Nunca olvidaré, precisamente, cuando, a mediados de los noventa del pasado siglo, siendo un profesor veinteañero asistí a un curso de formación en el que se empezaba a hablar de conceptos como “internet”, “sociedad de la información” o “nuevas tecnologías de la comunicación”, que hoy forman parte del vocabulario habitual. El ponente, cómo no, un entusiasta adelantado a su tiempo (como si tuviera en ese momento conexión directa con Silicon Valley y sus proyecciones futuristas) nos decía a aquellos docentes de apuntes, libros, bolígrafos y papel que “en el futuro el alumnado dispondrá de herramientas de información instantánea que harán de muchos de ellos personas más formadas que sus propios profesores, con lo cual el papel de estos debería mutar a guías en su propio proceso de formación”. He de reconocer que a mí, al menos, me recorría un cierto escalofrío a lo largo de la columna vertebral. Me veía con cuarenta y pico años convertido en un tipo que aparecía en clase con una serie de links y de páginas webs para que el alumnado cumpliera con el programa e intentando aguantar el equilibrio mental en medio de una horda de cerebritos. Si hoy pudiera viajar en el tiempo, regresaría a aquella sesión y le diría al ponente: “Todo lo que nos contaste quedó en un gran parque de entretenimiento infantil donde la ‘información’ nada tiene que ver con el conocimiento”. Y le habría añadido un latinajo, un proverbio romano, que tanto molesta a estos próceres de las vanguardias tecnológicas: “Legere et non intelligere est tamquam non legere” (leer y no entender es como no leer). Eso es lo que nos encontramos.

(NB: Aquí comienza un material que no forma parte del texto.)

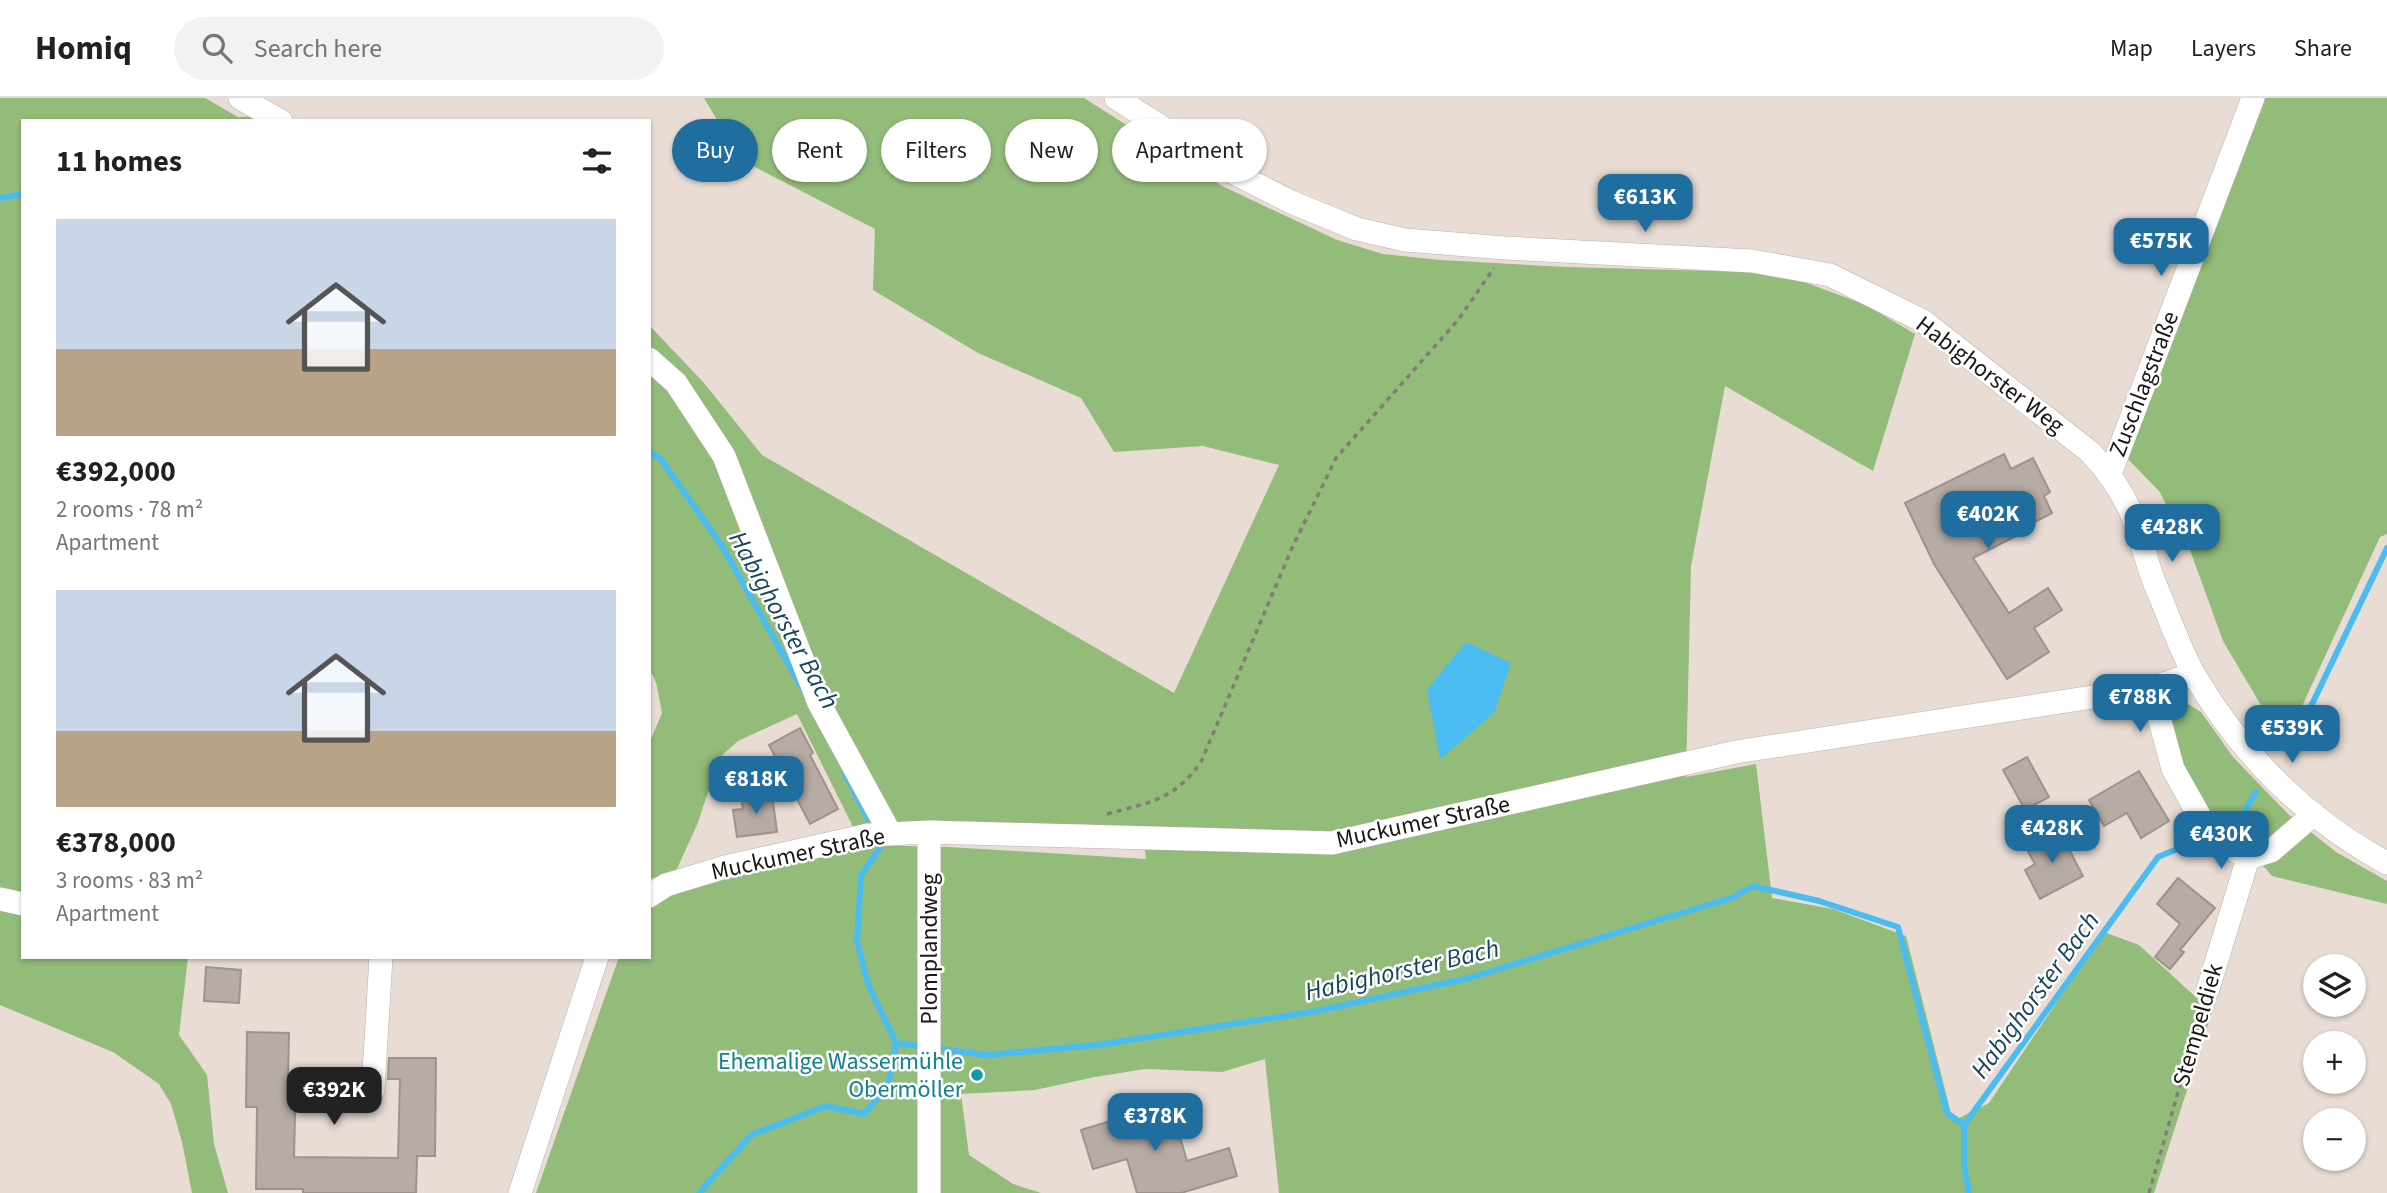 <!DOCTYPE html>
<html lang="en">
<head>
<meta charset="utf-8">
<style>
	:root { --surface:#fff; --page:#f2f2f2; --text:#202124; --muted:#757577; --line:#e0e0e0; --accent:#206d9f }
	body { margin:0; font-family:"Source Sans 3",sans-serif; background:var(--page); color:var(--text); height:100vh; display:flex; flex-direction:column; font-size:26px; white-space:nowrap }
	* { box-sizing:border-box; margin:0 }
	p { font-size:23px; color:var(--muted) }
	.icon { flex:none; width:38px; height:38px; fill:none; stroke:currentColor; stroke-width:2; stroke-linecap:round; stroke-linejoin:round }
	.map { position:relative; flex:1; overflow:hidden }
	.details { position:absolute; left:21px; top:21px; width:630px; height:840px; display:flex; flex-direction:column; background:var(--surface); border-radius:0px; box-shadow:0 2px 5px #0004 }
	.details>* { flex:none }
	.hud { position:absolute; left:672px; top:21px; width:665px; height:63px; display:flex; gap:14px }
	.tools { position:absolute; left:2303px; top:856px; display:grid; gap:14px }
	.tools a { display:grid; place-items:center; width:63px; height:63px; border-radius:50%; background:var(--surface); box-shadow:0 2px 5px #0004; font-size:35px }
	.price { position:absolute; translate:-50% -60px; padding:0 16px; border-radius:14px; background:var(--accent); color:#fff; font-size:23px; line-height:46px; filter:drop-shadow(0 2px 4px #0008) }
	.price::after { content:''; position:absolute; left:50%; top:42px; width:21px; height:16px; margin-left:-10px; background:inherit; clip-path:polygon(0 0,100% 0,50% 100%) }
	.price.current { background:#222; color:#fff }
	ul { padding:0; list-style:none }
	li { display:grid; align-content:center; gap:14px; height:371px; padding:0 35px }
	li span { display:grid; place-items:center; height:217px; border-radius:0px; color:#555 }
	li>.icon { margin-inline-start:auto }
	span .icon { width:126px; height:126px; fill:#fffc; stroke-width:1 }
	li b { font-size:30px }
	h2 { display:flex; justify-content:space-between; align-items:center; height:84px; padding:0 35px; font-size:30px }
	.pill { padding:0 24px; border-radius:32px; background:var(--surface); box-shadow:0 2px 5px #0004; font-size:24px; line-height:63px }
	.pill.current { background:var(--accent); color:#fff }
	header { display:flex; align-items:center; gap:42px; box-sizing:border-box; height:98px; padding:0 35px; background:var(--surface); border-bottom:2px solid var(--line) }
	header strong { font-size:33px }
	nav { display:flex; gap:38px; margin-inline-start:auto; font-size:24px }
	.search { width:490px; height:63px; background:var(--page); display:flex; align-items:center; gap:18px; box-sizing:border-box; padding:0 24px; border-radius:38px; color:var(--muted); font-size:26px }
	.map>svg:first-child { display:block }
</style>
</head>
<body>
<header>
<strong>Homiq</strong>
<div class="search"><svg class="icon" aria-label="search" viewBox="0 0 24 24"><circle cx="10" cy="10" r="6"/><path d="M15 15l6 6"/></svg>Search here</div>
<nav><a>Map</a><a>Layers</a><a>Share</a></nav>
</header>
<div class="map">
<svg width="2387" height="1095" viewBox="0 0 2387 1095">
	<rect width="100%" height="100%" fill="#e8dcd5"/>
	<path fill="#93bb79" d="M 0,0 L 205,0 L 238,19 L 270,18 L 278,23 L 23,23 L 23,798 L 0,793 Z
		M 704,0 L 1084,0 L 1222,88 L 1337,142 L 1383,156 L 1440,162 L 1566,169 L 1750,174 L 1796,181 L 1866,207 L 1915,236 L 1873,373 L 1725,288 L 1691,468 L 1686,679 L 1756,666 L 1772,800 L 1833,811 L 1906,838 L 1953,1023 L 1989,1005 L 2104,834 L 2139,847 L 2212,914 L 2154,1095 L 1279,1095 L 1265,961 L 1222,974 L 1145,971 L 1095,979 L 1035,992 L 961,996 L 969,1057 L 1013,1086 L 1041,1095 L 536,1095 L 619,859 L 649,859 L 649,811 L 675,793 L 720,780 L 869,747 L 948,749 L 1146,761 L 1142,731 L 855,733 L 797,616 L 738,643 L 720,659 L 697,727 L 675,775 L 649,781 L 649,646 L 662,615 L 656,584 L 649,570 L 649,227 L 704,285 L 762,357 L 1174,595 L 1279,367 L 1203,348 L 1114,354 L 1081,300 L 978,255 L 873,192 L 875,131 L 741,62 Z
		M 2261,0 L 2387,0 L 2387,436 L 2380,439 L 2286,643 L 2265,614 L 2223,543 L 2190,452 L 2159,393 L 2125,358 Z
		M 2180,601 L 2201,614 L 2233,659 L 2288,716 L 2336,754 L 2387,783 L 2387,806 L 2272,778 L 2252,755 L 2228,744 L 2186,677 L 2164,605 Z
		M 0,811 L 23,816 L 23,859 L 188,859 L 179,937 L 207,977 L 214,1046 L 228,1095 L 192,1095 L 182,1044 L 171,1006 L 159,986 L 113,954 L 0,907 Z"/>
	<path fill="#4abcf1" d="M 1466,544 L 1511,565 L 1494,615 L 1440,661 L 1427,592 Z"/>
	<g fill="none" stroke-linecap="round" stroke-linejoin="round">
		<path stroke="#4abcf1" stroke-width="6" d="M 0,100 L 23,96
			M 649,354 L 660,360 L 722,448 L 803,592
			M 2289,654 L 2387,450
			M 844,674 L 868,721
			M 2218,733 L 2238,725 L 2256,694
			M 881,748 L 861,777 L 857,843 L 868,886 L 896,945 L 987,957 L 1097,947 L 1317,913 L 1469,880 L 1734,799 L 1753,788 L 1819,803 L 1898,829 L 1947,1015 L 1964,1027 L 2158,759 L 2201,741
			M 1964,1027 L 1964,1067 L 1969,1095
			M 699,1095 L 751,1037 L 826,1008 L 864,1016 L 888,988 L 896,945"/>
	</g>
	<path fill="#b7aba5" stroke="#9e938c" stroke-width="2" d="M 2004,356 L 2011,371 L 2033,360 L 2050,394 L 2044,398 L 2052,415 L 2019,432 L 2020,436 L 1973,460 L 2009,515 L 2048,490 L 2062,512 L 2034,530 L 2049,554 L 2007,581 L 1934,466 L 1905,405 Z
		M 800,630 L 813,655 L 810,657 L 838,711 L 810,726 L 769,647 Z
		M 2027,659 L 2049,699 L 2025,712 L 2003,672 Z
		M 2139,673 L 2169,723 L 2141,740 L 2127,715 L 2104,728 L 2089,702 Z
		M 772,696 L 777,734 L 737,739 L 733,712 L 743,711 L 741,700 Z
		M 2059,732 L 2083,778 L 2040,801 L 2025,772 L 2035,766 L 2026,750 Z
		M 2178,780 L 2215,810 L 2180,852 L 2184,854 L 2170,871 L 2155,859 L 2180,826 L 2157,806 Z
		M 206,869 L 241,872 L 239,905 L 204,903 Z
		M 247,934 L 289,935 L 288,978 L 296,978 L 294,1059 L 398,1060 L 400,981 L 388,981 L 389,960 L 436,960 L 435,1058 L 417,1058 L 416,1095 L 303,1095 L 303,1091 L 256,1091 L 257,1009 L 246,1009 Z
		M 1170,1005 L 1187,1063 L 1229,1050 L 1237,1078 L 1181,1095 L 1137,1095 L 1127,1061 L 1093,1071 L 1081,1032 Z"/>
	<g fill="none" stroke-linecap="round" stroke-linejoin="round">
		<defs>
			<path id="minor" d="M 240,0 L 281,23
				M 1116,0 L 1232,74 L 1291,104 L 1357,131 L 1405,142 L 1505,150 L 1752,163 L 1830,177 L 1923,223 L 2090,354 C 2106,371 2119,389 2129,410 C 2140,434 2145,461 2155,486 C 2168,516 2179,550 2195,578 C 2241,657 2307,722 2387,765
				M 649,261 L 676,285 L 724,358 L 819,605 L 890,735
				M 2110,376 L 2253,0
				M 2151,590 L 2173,671 L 2208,733 L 2224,747 L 2248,760 L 2208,891
				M 929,734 L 929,1095
				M 2248,760 L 2271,753 L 2314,716
				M 649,798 L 666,787 L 725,769 L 868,737 L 929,734 L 1332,745 L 1736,654 L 2151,590 L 2194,576
				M 0,801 L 23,806
				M 373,992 L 381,859
				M 520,1095 L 597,859"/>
		</defs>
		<use href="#minor" stroke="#bbb0a9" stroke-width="24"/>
		<path stroke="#837b77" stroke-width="3.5" stroke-dasharray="5 5" stroke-linecap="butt" d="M 1107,716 C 1150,704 1173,703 1201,664 L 1292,450 L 1336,360 L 1458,222 L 1494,170
			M 2149,1095 L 2202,910"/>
		<use href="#minor" stroke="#fff" stroke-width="23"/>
	</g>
	<circle fill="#0f9aa8" stroke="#fff" stroke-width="2.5" cx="977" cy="977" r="7"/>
	<g text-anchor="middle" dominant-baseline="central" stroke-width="5" stroke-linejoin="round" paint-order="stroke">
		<g font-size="24" fill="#1a1614" stroke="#fff">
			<text transform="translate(1990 277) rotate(37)">Habighorster Weg</text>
			<text transform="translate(2144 286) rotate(-69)">Zuschlagstraße</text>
			<text transform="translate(1423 724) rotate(-12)">Muckumer Straße</text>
			<text transform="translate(798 756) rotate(-12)">Muckumer Straße</text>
			<text transform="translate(929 851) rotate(-90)">Plomplandweg</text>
			<text transform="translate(2198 927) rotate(-74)">Stempeldiek</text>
		</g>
		<g font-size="24" fill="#0d838f" stroke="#fff" text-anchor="end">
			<text x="963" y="963">Ehemalige Wassermühle<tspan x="963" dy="28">Obermöller</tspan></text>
		</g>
		<g font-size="26" font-style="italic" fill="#16465c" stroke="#fff">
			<text transform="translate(784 522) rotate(61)">Habighorster Bach</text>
			<text transform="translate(1402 872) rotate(-13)">Habighorster Bach</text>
			<text transform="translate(2035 897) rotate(-54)">Habighorster Bach</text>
		</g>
	</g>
</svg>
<div class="tools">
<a><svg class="icon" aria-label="layers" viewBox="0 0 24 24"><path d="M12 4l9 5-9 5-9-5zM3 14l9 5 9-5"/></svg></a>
<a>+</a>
<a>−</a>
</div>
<b class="price" style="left:1645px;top:136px">€613K</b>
<b class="price" style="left:2161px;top:180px">€575K</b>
<b class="price" style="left:1988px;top:453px">€402K</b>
<b class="price" style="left:2172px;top:466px">€428K</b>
<b class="price" style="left:2140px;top:636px">€788K</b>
<b class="price" style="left:2292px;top:667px">€539K</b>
<b class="price" style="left:756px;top:718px">€818K</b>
<b class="price" style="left:2052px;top:767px">€428K</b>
<b class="price" style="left:2221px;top:773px">€430K</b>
<b class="price current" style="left:334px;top:1029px">€392K</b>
<b class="price" style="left:1155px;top:1055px">€378K</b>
<div class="hud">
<a class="pill current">Buy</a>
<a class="pill">Rent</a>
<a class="pill">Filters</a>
<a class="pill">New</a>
<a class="pill">Apartment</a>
</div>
<section class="details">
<h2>11 homes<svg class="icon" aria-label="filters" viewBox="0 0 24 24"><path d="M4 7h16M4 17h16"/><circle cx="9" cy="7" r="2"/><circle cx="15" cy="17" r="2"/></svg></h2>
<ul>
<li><span style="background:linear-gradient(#c9d6e8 60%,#b9a48a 0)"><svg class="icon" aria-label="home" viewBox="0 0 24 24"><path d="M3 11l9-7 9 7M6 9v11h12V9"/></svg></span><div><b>€392,000</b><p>2 rooms · 78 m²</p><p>Apartment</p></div></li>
<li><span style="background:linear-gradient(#c9d6e8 65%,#b9a48a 0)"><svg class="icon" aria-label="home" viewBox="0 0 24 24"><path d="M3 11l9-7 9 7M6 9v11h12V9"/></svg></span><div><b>€378,000</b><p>3 rooms · 83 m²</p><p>Apartment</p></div></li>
</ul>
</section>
</div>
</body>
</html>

Por tanto, si hay algo que desmitificar ahora mismo es el universo virtual. Hemos cargado las tintas en la desacralización del libro de papel para crear otro becerro de oro. La cosa libresca se considera hoy un signo de pedantería, de clasismo injustificado, y más en un mundo donde hay que dirigirse continuamente a la opinión pública y las tendencias sociológicas, de cualquier signo, determinan las decisiones políticas, empresariales y culturales. Sabemos que la cultura tiene siempre un constante proceso de “filtrado”, pero podría ocurrir que en la era digital ese proceso termine siendo de pura y dura “disolución”. Podría ocurrir que “llegará un punto en el que no sabremos si internet es una criatura del ser humano o los seres humanos son una creación de internet, ese octavo día del Génesis en el que una serie de ordenadores decidirán nuestro destino”1. Parece una metáfora, pero igual no lo será tanto.
La defensa de la lectura, de los libros y librerías “reinventadas”, de la oralidad sin intermediaciones, es una forma de resistencia, como muchas otras, en esta sociedad aquejada de múltiples enfermedades. Leer un libro de papel significa “lentificarse” (con todo el potencial humano que eso conlleva), entrar en una de estas librerías es adentrarse en un oasis donde los libros, o mejor aún, sus autores nos hablan y nos escogen
Si hay un concepto que refleja muy bien el estado de cosas sobre el que algunos vienen alertando este es el de “colonialismo digital”. En palabras del filósofo italiano Roberto Casati:
“El colonialismo digital es una ideología que se puede resumir en un condicional: si puedes, debes. Si es posible hacer que una cosa o actividad migre al ámbito digital, entonces debe migrar”.2
A todo esto contribuye exponencialmente el hecho de que cada vez que unos padres “enchufan” a un niño pequeño a un dispositivo móvil para mantenerlo distraído (y de paso quitárselo de encima) se está perdiendo a un futuro lector. En Taiwán existe una ley que impone multas a quienes dejen a sus bebés de menos de veinticuatro meses “en manos” de aplicaciones digitales o no administren el tiempo que pasan entre ellas.
La cuestión es que leer en papel supone pararse. Tiene que ver con una manera de vivir. Saber estar con uno mismo y poner la atención en un texto, en una historia, en un mundo que requiere de toda nuestra capacidad, abandonarse en el aquí y ahora… por eso es, en estos momentos, un estado a contracorriente y revolucionario. Pero también por ello mismo el libro se ha convertido en un objeto extraño y casi invisible.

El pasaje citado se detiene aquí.